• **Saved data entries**
※

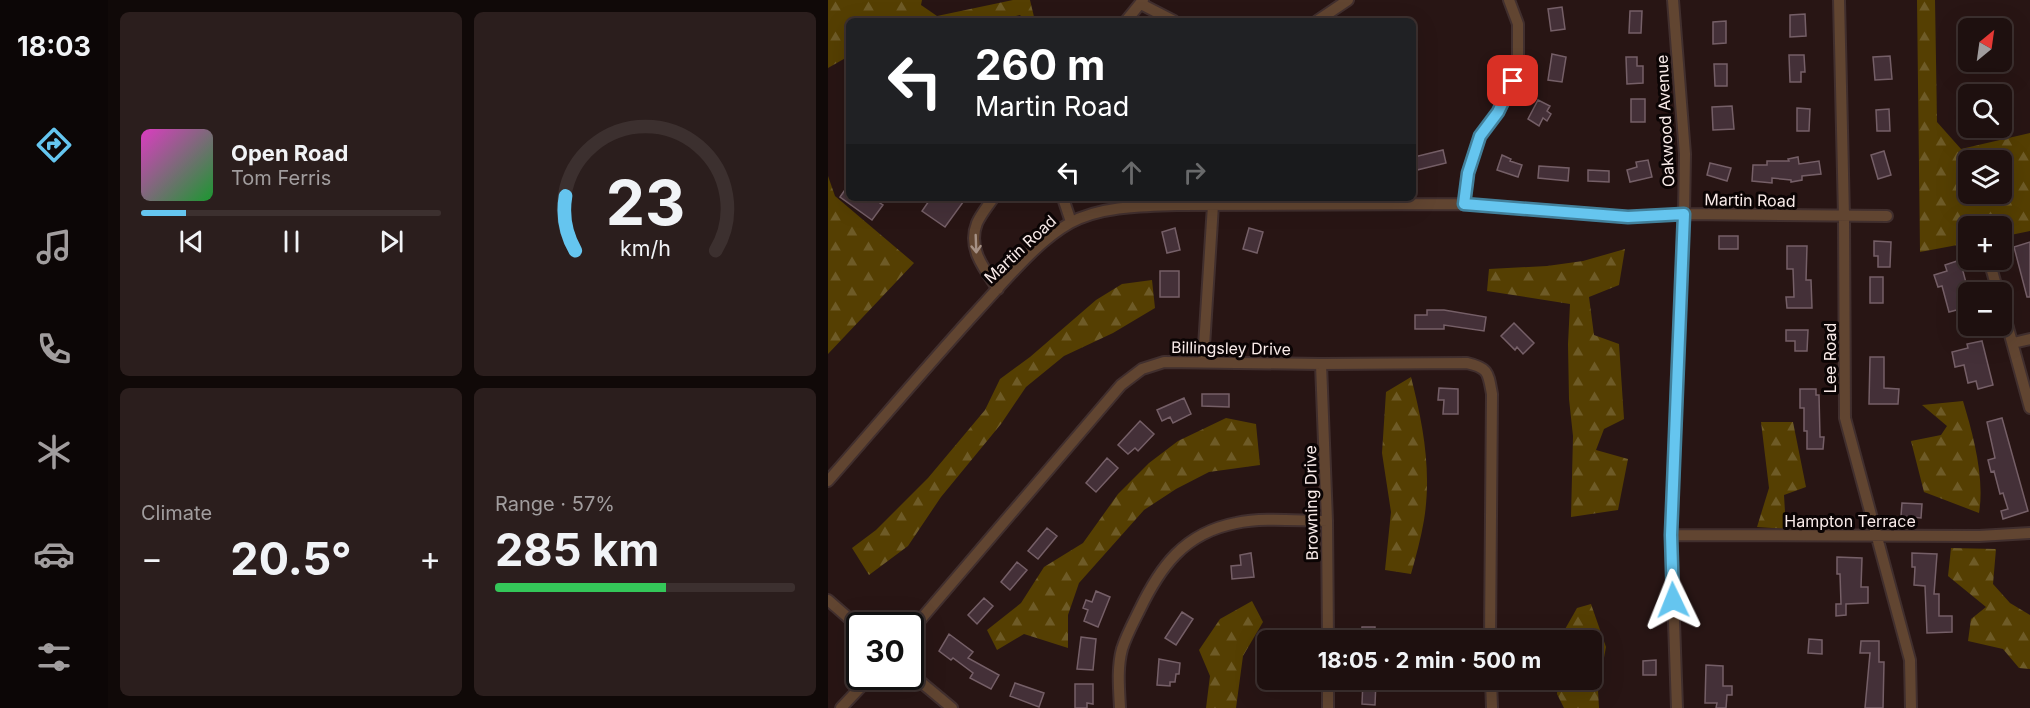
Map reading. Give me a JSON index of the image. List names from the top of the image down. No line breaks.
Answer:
{"streets":{"street":["Oakwood Avenue","Martin Road","Billingsley Drive","Lee Road","Browning Drive","Hampton Terrace"]},"crossings":[["Oakwood Avenue","Martin Road"],["Oakwood Avenue","Hampton Terrace"],["Martin Road","Lee Road"],["Billingsley Drive","Browning Drive"],["Lee Road","Hampton Terrace"]],"north":"top right","page":{"tabs":"18:03","map_buttons":["+","−"],"turn":["260 m","Martin Road"],"song":["Open Road","Tom Ferris"],"tile":["Climate",["Range · 57%","285 km"]],"heat":["−","20.5°","+"],"limit":"30","trip":"18:05 · 2 min · 500 m","gauge":["23","km/h"]}}
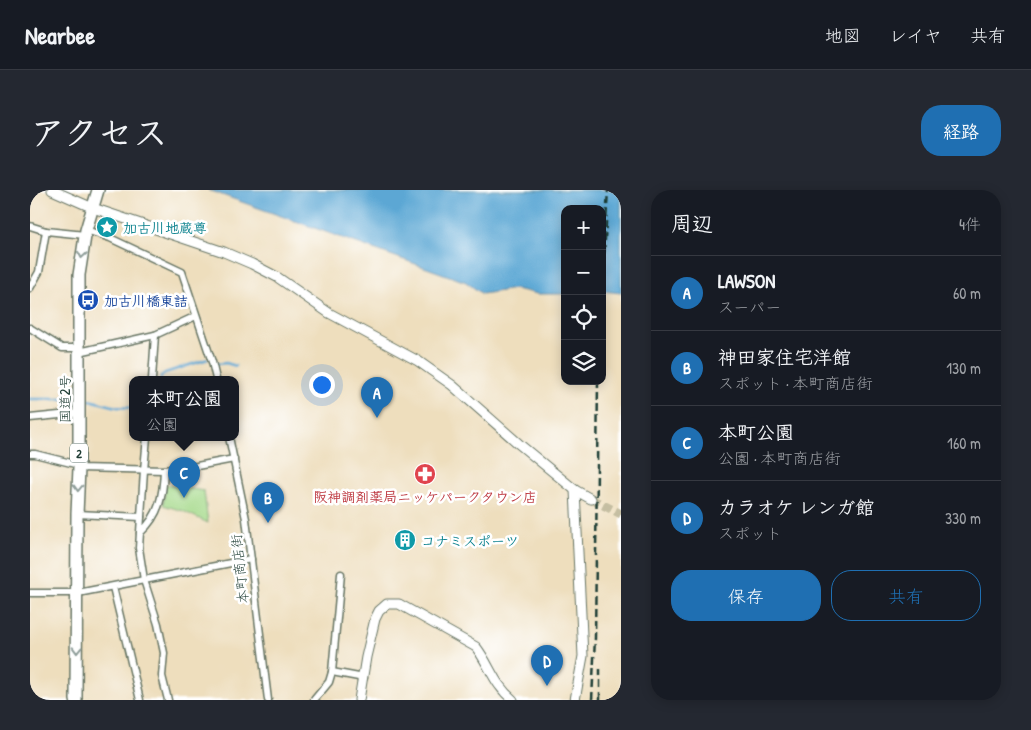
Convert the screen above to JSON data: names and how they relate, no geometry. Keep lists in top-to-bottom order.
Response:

※

• **DESCRIPTION OF THE TASK**
Take from the entries every line that has the string "JSON".

• **ANSWER BELOW**
Map reading. Give me a JSON index of the image. List names from the top of the image down. No line breaks.
Convert the screen above to JSON data: names and how they relate, no geometry. Keep lists in top-to-bottom order.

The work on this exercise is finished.